Murder in Montmartre is the sixth book in the Aimee Leduc series. Aimee is once again enmeshed in a dangerous investigation, trying to clear a childhood friend of murder. Laure’s papa was a flic, just like Aimee’s, and she followed in her father’s footsteps, finally gaining a posting. One night, while attending a retirement party, Laure invites Aimee to come along and see some of her father’s old colleagues. She hasn’t been there long when Laure gets into an argument with her partner, Jaques. They leave the bar together, with Laure telling Aimee she’ll be back in five minutes. Something doeasn’t smell right to Aimee so she follows them and finds Laure bleeding and on the verge of unconsiousness while her partner Jaques lies dying from a gunshot wound to the chest.

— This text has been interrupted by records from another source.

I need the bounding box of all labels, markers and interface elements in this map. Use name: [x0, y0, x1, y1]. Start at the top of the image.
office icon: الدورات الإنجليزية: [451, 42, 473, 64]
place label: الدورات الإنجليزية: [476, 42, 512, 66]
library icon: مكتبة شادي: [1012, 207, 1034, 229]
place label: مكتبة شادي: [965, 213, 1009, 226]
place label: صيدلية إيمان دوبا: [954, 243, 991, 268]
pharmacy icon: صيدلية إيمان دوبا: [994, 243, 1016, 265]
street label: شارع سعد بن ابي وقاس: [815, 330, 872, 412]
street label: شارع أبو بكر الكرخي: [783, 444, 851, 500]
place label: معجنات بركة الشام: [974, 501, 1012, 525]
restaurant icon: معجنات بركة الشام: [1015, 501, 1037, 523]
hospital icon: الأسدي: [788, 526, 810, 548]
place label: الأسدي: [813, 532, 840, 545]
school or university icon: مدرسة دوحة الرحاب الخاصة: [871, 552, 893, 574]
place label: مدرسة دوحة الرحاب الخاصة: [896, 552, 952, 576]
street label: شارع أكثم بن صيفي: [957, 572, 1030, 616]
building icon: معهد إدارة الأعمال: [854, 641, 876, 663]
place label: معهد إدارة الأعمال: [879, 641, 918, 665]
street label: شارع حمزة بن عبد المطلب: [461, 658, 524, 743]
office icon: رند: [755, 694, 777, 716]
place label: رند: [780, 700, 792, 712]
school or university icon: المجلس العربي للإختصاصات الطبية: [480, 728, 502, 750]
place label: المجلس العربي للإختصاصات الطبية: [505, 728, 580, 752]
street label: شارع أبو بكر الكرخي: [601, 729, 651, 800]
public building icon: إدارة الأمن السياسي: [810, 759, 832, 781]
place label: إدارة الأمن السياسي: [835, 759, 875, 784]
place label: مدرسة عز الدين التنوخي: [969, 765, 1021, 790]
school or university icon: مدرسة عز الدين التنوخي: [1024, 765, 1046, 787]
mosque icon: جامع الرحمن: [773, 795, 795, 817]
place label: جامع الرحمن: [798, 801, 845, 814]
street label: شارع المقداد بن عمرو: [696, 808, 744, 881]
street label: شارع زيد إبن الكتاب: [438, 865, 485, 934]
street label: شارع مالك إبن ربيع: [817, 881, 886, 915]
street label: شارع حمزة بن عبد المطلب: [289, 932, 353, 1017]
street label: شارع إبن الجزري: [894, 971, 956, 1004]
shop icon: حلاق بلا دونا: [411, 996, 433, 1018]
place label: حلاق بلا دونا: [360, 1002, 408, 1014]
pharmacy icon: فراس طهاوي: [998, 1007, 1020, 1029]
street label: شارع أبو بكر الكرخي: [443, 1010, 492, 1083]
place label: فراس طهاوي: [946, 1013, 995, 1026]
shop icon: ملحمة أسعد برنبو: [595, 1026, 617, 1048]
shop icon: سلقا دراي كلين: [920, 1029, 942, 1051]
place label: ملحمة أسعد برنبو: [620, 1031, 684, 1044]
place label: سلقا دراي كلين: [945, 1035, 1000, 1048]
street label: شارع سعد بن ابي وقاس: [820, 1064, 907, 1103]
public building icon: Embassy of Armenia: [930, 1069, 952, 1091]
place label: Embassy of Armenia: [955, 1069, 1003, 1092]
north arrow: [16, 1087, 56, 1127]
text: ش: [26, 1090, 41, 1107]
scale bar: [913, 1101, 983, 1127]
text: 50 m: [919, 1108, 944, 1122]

The story winds up and down those famous stairs, through the seedier sides of the district and amongst the bobos, Corsican separatists, and flics on the take. Aimee soon finds links to her fathers past which could lead to discovering who organized the bombing on the Place Vendome that killed him. Even though she is warned off the case at every turn, she believes the answers she is searching for is within her grasp, if she can just make that one last connection.
There were always ghosts, she thought, and they were even more poignant at this time of year: souls, wandering at night over the cobblestones, flitting through the dark, paved courtyards, leaving exhalations of the past behind them.
In other Aimee news, Guy comes to his senses, realizing he can’t change her, so he leaves and takes a post with Doctores Without Borders in the Sudan. I was not saddened by that turn of events. Bye bye, Guy, don’t let the door hit you on the way out.